-- What is expected --
Pull every line with "canvas" from the entries below.

-- Records supplied --
-- Opening Marker --
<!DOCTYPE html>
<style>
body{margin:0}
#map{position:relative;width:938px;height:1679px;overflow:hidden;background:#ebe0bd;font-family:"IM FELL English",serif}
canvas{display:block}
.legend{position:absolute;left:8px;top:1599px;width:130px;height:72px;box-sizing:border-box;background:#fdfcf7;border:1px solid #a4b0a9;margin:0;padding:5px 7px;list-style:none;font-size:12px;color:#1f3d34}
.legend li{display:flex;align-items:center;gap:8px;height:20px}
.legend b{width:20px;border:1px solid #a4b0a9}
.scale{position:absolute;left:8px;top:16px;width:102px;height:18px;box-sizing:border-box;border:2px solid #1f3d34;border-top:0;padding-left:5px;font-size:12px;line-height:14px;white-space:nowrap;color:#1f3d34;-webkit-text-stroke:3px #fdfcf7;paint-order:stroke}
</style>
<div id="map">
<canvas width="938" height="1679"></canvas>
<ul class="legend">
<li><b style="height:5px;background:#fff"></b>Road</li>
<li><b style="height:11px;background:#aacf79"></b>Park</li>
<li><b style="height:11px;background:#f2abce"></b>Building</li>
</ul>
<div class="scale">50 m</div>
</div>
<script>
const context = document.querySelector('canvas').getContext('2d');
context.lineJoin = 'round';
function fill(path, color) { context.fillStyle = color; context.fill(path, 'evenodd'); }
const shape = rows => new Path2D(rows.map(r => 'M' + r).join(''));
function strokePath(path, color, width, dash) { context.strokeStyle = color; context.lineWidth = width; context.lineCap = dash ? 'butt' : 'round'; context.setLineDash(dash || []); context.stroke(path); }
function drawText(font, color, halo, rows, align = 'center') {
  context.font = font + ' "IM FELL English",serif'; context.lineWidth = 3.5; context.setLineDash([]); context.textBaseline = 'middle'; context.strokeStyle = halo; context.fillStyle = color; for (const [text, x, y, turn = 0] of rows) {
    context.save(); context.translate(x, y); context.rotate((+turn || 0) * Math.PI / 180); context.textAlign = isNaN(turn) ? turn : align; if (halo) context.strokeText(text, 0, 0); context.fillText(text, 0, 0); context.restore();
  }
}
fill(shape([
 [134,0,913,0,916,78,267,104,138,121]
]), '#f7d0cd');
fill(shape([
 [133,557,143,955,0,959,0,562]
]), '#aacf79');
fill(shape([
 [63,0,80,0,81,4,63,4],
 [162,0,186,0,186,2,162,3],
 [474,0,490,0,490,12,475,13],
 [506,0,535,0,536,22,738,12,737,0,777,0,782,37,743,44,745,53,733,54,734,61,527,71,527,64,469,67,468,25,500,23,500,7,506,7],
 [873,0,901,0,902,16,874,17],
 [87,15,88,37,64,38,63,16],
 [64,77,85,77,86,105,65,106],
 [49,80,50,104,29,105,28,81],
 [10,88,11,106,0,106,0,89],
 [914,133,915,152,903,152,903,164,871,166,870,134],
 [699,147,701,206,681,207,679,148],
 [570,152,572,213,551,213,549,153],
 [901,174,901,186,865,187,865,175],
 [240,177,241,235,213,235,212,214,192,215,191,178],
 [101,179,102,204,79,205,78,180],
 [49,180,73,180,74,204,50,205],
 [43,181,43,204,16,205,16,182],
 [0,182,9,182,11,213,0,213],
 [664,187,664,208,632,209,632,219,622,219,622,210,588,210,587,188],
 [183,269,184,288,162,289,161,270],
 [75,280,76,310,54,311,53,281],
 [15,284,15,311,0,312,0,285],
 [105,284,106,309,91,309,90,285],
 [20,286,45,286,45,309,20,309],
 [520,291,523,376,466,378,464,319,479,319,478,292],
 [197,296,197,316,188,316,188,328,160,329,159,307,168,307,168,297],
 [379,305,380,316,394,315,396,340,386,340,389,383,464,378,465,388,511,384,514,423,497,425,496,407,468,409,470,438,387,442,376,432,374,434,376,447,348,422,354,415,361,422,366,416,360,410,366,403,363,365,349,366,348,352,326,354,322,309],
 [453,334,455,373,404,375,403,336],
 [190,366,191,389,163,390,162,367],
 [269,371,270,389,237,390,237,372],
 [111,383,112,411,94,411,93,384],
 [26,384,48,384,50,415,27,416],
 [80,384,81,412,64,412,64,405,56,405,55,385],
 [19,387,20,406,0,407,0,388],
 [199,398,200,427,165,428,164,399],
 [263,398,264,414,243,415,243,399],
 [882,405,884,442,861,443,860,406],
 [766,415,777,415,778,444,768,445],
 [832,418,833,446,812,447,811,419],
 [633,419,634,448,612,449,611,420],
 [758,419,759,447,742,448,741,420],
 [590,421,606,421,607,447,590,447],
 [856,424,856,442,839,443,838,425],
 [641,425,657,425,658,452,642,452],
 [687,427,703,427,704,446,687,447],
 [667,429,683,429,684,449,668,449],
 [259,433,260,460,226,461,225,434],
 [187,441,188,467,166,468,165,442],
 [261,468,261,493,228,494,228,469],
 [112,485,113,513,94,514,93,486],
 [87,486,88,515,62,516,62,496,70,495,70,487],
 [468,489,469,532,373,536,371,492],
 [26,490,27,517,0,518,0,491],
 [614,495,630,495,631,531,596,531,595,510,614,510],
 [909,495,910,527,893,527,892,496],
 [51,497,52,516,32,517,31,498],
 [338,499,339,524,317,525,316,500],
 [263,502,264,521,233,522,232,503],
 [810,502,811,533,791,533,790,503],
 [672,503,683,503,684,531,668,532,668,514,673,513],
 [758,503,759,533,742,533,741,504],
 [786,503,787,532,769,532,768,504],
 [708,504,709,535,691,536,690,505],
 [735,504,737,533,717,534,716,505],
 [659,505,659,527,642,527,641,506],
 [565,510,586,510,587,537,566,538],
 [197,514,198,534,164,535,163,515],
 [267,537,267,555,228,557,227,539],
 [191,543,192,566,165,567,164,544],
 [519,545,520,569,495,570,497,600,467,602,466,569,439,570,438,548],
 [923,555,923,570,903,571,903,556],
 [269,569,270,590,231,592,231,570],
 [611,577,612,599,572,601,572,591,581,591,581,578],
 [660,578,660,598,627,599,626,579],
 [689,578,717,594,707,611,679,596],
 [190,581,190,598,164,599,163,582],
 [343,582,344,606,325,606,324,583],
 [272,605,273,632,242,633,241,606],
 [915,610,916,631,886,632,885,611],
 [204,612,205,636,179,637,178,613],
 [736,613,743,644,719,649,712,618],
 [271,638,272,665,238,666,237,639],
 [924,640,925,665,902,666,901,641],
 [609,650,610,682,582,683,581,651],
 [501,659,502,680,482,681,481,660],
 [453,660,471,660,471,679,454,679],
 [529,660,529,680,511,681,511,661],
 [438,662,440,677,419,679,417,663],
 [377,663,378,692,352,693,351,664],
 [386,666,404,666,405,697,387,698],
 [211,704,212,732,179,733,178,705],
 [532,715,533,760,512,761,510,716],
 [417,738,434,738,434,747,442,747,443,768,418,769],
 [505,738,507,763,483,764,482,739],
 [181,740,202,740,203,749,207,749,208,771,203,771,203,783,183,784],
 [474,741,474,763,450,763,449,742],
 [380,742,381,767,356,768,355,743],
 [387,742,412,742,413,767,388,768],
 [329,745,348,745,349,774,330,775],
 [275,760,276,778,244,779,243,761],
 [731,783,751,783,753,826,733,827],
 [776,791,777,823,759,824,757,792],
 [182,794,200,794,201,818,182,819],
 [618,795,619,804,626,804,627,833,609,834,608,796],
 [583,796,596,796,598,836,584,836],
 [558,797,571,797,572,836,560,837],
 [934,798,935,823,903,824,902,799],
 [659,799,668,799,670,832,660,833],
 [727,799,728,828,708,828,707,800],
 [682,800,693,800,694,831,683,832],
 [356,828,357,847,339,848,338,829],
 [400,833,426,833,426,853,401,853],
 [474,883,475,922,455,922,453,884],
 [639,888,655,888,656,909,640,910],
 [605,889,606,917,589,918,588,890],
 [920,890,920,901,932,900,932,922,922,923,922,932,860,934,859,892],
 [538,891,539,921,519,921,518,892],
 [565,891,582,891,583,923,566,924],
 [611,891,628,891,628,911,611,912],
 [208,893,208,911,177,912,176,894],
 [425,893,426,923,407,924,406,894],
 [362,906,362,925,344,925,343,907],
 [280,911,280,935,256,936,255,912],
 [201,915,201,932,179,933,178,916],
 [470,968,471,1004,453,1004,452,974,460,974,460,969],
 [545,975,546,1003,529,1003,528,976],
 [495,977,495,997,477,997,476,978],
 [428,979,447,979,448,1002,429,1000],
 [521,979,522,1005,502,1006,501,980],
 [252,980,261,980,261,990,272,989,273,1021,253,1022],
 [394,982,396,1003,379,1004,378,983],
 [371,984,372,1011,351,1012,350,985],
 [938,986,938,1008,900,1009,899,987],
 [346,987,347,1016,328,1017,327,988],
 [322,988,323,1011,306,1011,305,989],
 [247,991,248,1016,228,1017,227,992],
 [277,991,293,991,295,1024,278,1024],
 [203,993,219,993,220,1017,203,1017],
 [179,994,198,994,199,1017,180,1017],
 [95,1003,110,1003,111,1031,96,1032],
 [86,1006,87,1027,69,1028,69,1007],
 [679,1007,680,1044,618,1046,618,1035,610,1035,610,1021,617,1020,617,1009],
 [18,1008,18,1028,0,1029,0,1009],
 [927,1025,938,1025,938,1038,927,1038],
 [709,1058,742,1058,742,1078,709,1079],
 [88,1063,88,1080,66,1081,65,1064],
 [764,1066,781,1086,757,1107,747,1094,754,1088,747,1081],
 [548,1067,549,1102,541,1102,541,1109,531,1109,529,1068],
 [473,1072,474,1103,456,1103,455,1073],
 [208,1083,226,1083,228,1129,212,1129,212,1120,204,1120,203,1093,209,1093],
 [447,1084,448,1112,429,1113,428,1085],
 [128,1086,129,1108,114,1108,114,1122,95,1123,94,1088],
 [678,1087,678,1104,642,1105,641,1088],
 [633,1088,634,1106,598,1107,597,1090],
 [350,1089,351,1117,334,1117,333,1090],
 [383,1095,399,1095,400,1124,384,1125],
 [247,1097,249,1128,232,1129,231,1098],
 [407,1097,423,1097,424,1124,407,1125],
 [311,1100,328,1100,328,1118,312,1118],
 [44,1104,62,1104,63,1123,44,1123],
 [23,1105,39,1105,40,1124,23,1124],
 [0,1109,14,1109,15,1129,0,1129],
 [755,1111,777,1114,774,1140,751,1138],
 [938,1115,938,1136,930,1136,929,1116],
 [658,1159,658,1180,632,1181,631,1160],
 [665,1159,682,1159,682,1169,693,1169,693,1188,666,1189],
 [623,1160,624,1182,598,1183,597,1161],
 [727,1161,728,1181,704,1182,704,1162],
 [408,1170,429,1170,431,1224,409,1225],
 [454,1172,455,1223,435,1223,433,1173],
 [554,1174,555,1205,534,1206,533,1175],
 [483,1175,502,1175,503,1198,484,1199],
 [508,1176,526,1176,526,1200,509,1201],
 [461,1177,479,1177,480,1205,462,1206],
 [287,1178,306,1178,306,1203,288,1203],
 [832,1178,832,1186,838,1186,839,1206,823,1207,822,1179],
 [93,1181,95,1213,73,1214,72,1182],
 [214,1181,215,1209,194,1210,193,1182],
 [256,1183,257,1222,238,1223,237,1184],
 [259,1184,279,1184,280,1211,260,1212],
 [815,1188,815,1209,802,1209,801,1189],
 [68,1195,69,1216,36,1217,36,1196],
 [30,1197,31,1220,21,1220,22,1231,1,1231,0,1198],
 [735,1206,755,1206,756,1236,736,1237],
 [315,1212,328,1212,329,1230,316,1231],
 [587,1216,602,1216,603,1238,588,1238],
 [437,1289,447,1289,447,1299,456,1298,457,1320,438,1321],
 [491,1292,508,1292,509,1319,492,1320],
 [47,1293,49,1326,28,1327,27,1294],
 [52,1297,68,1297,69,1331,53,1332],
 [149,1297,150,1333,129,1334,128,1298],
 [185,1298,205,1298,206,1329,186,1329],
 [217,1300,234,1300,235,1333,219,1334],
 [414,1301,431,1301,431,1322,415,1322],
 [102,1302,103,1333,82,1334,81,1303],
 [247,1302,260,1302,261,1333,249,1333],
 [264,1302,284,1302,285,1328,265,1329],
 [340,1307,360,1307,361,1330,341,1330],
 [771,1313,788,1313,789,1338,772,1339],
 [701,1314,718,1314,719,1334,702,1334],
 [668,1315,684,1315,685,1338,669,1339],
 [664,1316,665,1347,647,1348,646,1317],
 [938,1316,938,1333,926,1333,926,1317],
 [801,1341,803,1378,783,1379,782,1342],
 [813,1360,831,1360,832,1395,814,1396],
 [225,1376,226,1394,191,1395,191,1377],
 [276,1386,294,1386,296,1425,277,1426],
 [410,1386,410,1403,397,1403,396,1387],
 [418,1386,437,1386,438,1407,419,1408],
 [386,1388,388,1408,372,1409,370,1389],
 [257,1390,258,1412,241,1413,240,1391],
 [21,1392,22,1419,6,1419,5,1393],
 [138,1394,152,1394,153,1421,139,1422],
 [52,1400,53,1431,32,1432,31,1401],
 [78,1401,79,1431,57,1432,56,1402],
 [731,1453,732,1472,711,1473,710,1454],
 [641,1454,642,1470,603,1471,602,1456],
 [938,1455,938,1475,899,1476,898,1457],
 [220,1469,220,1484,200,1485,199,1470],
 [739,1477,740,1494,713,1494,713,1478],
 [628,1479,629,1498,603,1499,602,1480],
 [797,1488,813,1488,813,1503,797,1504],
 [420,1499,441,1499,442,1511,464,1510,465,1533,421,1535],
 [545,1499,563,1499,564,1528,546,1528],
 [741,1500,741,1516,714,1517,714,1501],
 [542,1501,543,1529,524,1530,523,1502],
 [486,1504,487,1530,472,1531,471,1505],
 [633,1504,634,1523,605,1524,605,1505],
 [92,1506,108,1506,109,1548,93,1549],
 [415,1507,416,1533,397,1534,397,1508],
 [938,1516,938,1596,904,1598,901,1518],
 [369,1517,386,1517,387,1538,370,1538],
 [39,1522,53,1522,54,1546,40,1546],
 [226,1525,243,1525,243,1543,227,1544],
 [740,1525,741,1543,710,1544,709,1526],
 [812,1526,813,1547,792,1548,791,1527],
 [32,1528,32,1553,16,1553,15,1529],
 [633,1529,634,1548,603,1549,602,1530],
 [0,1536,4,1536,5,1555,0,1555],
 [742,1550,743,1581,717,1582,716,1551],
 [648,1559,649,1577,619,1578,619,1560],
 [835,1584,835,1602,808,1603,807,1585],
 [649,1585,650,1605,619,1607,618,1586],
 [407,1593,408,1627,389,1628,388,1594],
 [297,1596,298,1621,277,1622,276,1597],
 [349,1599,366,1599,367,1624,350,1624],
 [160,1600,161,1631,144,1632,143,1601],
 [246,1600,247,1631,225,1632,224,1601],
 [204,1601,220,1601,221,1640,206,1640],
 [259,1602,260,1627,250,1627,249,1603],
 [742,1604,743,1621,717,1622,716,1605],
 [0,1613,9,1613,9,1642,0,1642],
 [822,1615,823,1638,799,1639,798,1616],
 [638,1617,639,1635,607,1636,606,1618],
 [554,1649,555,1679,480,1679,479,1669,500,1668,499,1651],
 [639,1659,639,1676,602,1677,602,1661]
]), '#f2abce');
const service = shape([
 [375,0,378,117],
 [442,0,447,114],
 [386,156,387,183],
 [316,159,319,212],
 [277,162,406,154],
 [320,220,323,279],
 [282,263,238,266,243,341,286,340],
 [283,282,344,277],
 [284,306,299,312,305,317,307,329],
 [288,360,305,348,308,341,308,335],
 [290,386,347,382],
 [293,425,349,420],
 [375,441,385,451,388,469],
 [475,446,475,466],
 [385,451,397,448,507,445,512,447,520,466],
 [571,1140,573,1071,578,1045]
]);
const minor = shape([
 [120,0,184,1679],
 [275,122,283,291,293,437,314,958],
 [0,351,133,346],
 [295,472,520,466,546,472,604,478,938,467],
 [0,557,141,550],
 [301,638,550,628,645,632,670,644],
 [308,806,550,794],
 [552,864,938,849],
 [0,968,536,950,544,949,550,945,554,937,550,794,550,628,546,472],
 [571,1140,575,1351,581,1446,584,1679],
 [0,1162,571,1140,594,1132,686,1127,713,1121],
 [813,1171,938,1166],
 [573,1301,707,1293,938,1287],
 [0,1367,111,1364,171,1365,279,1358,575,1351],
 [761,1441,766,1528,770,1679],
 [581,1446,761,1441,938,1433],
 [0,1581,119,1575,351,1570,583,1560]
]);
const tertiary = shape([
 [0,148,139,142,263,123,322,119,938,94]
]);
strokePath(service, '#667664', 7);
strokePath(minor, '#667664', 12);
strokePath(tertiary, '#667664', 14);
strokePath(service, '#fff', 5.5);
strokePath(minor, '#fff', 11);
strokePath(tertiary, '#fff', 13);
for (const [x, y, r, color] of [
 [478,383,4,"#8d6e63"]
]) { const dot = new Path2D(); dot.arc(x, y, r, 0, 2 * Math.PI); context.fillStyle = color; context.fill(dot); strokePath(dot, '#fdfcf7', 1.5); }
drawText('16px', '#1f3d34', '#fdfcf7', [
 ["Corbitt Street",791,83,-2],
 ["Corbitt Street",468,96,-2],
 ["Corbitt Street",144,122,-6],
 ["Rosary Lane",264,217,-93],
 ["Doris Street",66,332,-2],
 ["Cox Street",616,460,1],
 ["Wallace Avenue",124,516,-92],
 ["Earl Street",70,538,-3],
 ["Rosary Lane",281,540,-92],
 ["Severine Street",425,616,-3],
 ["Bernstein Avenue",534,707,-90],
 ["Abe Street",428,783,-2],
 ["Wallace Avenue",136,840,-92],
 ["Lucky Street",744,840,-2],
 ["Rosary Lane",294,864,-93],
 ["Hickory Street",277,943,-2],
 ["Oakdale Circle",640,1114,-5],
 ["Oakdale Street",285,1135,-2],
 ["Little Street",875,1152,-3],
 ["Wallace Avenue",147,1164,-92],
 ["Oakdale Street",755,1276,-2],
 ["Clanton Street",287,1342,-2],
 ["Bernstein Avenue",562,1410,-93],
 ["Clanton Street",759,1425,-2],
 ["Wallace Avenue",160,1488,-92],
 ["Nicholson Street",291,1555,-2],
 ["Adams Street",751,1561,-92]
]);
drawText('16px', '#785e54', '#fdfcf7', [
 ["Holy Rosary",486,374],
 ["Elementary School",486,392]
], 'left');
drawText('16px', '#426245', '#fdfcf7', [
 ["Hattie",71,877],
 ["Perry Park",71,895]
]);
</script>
-- Closing Marker --
-- Task result --
canvas{display:block}
<canvas width="938" height="1679"></canvas>
const context = document.querySelector('canvas').getContext('2d');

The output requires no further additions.